◆ Your instructions ◆
Search the records below for "labels" and copy every line it turns up in.

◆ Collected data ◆
--- START ---

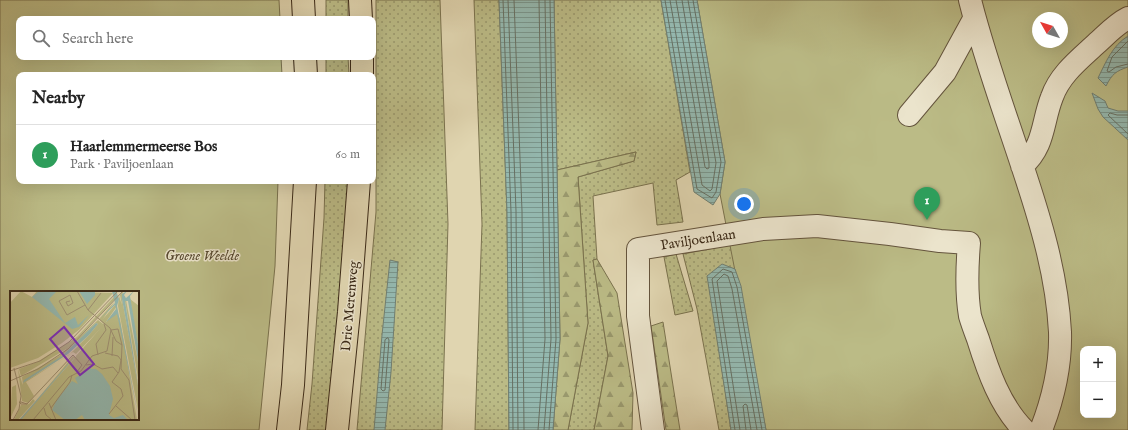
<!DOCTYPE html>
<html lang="en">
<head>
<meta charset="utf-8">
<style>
	:root { --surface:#fff; --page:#f2f2f2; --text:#222; --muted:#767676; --line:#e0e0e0; --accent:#8f2418 }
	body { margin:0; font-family:"IM FELL English",serif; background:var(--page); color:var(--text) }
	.controls { position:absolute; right:12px; bottom:12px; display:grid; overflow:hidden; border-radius:8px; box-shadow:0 4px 16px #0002 }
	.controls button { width:36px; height:36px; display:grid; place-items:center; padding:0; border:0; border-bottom:1px solid var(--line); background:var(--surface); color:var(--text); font:20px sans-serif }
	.compass { position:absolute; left:1032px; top:12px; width:36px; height:36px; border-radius:50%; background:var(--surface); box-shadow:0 4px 16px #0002; rotate:309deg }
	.you { position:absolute; left:744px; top:204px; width:14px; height:14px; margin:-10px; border:3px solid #fff; border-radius:50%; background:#1a73e8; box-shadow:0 0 0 6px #1a73e833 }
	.badge { display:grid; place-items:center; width:26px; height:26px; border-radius:50%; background:var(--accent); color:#fff; font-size:13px; font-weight:700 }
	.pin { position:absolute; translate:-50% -33px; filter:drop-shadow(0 1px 2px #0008) }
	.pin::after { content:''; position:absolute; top:21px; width:14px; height:12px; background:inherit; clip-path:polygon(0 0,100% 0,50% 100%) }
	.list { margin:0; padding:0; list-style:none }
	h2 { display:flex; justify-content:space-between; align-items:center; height:52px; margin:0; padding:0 16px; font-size:17px }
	h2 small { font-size:13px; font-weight:400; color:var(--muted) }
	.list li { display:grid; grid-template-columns:26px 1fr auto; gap:12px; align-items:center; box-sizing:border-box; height:60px; padding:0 16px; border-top:1px solid var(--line) }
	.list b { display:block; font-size:15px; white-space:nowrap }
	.list p { margin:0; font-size:13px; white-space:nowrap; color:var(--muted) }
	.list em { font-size:13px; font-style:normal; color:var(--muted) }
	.icon { flex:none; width:22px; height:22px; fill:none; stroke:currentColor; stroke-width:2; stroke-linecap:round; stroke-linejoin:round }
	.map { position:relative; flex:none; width:1128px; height:430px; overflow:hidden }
	.search { position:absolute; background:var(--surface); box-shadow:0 4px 16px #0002; left:16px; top:16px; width:360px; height:44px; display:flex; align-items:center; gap:10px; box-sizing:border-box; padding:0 14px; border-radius:8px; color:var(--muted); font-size:15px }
	.panel { position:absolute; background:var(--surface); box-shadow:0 4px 16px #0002; left:16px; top:72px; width:360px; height:112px; border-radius:8px }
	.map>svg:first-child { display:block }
	.grass { fill:url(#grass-dots); stroke:#7a724e }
	.forest { fill:url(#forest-firs); stroke:#7a724e }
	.park { fill:#bbbb86; stroke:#7a724e; fill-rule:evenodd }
	.water { fill:url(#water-rules); stroke:#707f72 }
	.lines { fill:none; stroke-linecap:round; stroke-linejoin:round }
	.shore { stroke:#677063; stroke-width:1 }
	.minor-casing { stroke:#64543d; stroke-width:24 }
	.highway-casing { stroke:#3a2917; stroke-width:24 }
	.minor { stroke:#ebe4cc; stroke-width:22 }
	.highway { stroke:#e0d5b0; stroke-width:22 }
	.labels { text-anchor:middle; stroke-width:3; stroke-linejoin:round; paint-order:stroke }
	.street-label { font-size:14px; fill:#3a2917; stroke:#ebe4cc }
	.park-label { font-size:14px; font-style:italic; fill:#54462d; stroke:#ebe4cc }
	.inset-road { fill:none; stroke:#9e9073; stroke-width:1 }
	.view { fill:#7b2cbf; fill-opacity:0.15; stroke:#7b2cbf; stroke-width:2 }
	.inset-edge { fill:none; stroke:#3a2917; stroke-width:2 }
</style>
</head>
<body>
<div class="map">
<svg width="1128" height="430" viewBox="0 0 1128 430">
	<defs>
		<pattern id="grass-dots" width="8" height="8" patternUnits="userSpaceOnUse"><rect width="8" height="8" fill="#bbbb86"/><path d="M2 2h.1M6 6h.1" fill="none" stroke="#99986d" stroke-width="1.8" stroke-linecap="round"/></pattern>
		<pattern id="forest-firs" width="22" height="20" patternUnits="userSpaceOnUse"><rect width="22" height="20" fill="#bbbb86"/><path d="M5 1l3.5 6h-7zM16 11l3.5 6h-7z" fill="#99986d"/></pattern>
		<pattern id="water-rules" width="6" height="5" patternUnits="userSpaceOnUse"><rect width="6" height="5" fill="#94b8af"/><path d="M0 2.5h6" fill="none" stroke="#7a968d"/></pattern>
	</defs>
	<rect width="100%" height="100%" fill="#e0d5b0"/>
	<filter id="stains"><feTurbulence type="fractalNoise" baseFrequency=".005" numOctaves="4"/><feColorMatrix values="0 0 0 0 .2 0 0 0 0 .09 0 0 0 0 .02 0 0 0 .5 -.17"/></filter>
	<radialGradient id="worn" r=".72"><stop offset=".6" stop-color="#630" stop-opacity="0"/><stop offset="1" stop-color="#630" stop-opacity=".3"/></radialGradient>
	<path class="grass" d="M326,0H348V19H326Z
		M376,0H440L448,224L442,430H357L376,212Z
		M474,0H499L507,212L509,430H475L482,224Z
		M554,0H661L690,172L676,180L683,222L657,225L653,183L593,196L597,259L593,260L608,356L594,430H568L588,323L578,177L634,161L636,152L557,170Z
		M326,57H348L349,75H326Z
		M325,181H349L331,430H307L312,384L324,218Z
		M758,244L861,245L708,277L731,430H719L697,309L683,254L730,245Z
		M676,254L693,311L675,315L664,257Z"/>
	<path class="forest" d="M636,152L634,161L578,177L588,323L568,430H553L560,339L557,170Z
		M597,259L617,293L633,393L632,430H594L608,356L593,260Z
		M663,322L680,430H666L651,326Z"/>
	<path class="park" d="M0,0H279L280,19H19V57H281L282,75H19V181H278L275,266L259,430H0ZM11,292H138V419H11Z
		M697,0H1128V430H766L720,194L725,162ZM1038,18H1062V42H1038ZM1083,349H1113V415H1083Z"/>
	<path class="water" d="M499,0H554L560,339L553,430H509L507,212Z
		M661,0H697L725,162L720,194L713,205L694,192Z
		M1128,36V67C1116,71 1112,74 1106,86L1098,78C1106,62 1112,46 1128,36Z
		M1092,93L1105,101L1108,108L1118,111H1128V140L1103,117L1098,109Z
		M390,260L398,262L391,372L385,430H374L382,335Z
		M722,264L735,269L741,286L766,430H731L707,276Z"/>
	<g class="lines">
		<path class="shore" d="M503,0L511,212L513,430
			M508,0L516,211L518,430
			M514,0L522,211L524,430
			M665,0L697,189L712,198L716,192L721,162L693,0
			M670,0L702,185L710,191L712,189L716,163L688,0
			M676,0L705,167L707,169L709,168V162L682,0
			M1128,41L1112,57L1107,71L1109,72L1116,67L1128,64
			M1128,115H1117L1110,113L1108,115L1128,134
			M388,338L389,340L385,390L383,391L381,389L385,340Z
			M538,430L545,339L539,0
			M544,430L551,339L545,0
			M549,430L556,339L550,0
			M735,430L712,279L723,269L732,272L737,287L762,430
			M740,430L717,281L724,274L728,276L732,289L757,430
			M746,430L743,406L745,404L747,405L751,430"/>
		<g class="minor-casing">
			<path id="minor" d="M970,0C984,56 1004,110 1022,165C1040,219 1057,274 1060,332C1061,366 1053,399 1041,430
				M909,115L945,72L974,19
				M1022,166C1045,146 1042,122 1052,97C1060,74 1080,59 1097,43C1107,34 1116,24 1128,18
				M653,430L638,316V249L763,229L817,226L890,234L940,241L969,243C967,267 966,292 970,316C972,323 975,331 978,339C988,371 1000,406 1024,430"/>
		</g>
		<g class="highway-casing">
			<path id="highway" d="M303,0L304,19
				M360,0L361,19
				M305,57L306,75
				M362,57V75
				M288,430L293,385L305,181
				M337,430L349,312L359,181"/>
		</g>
		<use href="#minor" class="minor"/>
		<use href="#highway" class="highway"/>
	</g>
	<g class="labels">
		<g class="street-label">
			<text transform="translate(698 239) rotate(-9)" y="5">Paviljoenlaan</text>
			<text transform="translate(349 306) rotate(-85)" y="5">Drie Merenweg</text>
		</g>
		<g class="park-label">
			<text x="202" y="260">Groene Weelde</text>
		</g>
	</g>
	<g transform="translate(10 291)">
		<rect width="129" height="129" fill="#e0d5b0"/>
		<path d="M113,0L112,8L129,100V124L108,15L109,5L112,14L110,4ZM104,6V9L58,57L11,85L9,78L27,71L67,46ZM116,9L129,76V93L115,10ZM105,10L93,28L105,14L107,15L96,31L107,48L89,28ZM88,29L98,37L68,68L66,65L92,36L66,63L63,61L16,91L24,105L18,112L12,110L8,78L12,92L13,94L12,86L49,65ZM86,32L88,33L79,44L59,64L14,91L52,65ZM63,65L66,67H64L26,110ZM23,108L25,110L8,129H4L11,114L19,113Z" fill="#bbbb86" fill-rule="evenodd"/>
		<path d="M6,94L7,113L0,128L2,96Z" fill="#bbbb86"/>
		<path d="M11,0L22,6L27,0L103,2L70,38L52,52L28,67L0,77V12ZM120,8L129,15V60L124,33ZM106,20L110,28L127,129H10Z" fill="#bbbb86"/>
		<path d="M29,0H47L39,8L55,32L65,26L68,34L79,24L69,36L62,38L22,6ZM69,0H85V4L77,13ZM102,0H106L109,8L107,15L129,129L107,23L96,31L106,18L105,14L91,27L105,12ZM117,0L114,4L116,7L124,0L120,5L129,59V76L118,10H115L129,100L112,8V3ZM86,32L88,33L79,44L58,63L13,92L14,89L52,65ZM64,67L11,129H9L58,73ZM80,74L81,78H86L92,83L100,95L103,108L99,124L104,127L113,124L118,129H75L72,124L65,129H55L42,119L47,108L62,90L68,93L65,87L78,79Z" fill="#94b8af"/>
		<path class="inset-road" d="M67,0L78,19L100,37L106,50L112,54L111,78L119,89L125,129M60,10L56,11L58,15L63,12L60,4L49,10L57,24L75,14M78,19L91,2M101,39L108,38L112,54M95,62L108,65L111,69L109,81L102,91L111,98L113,105L99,123M88,64L86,53L96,39L94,33M102,65L103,46M76,74L83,73L92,78L103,76L108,82M0,80L30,70L59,51L108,0M0,90L28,78L58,58L113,0M9,111H11L17,113H11ZM39,112L46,129M17,113L63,64L72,74L67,81M106,115L122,129M34,117L36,124L42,129M41,117L60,91L62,84M3,129L9,118L11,105L4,77M23,129L59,86L71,80L82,65L97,60L101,39"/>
		<path class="view" d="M54,36L84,73L70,84L40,48Z"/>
		<rect width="129" height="129" class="inset-edge"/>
	</g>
	<rect width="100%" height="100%" filter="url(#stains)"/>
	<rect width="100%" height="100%" fill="url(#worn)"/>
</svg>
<div class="controls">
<button>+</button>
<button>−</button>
</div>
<svg class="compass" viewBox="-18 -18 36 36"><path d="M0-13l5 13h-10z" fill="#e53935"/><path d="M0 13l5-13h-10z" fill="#767676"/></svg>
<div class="you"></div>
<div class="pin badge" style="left:927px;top:220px;background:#2e9e5b">1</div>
<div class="search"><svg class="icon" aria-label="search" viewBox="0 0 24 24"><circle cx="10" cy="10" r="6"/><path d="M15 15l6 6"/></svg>Search here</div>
<section class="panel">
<h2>Nearby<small></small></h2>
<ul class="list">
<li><span class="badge" style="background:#2e9e5b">1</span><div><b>Haarlemmermeerse Bos</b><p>Park · Paviljoenlaan</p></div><em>60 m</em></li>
</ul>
</section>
</div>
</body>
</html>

--- END ---

◆ Solution to this exercise ◆
	.labels { text-anchor:middle; stroke-width:3; stroke-linejoin:round; paint-order:stroke }
	<g class="labels">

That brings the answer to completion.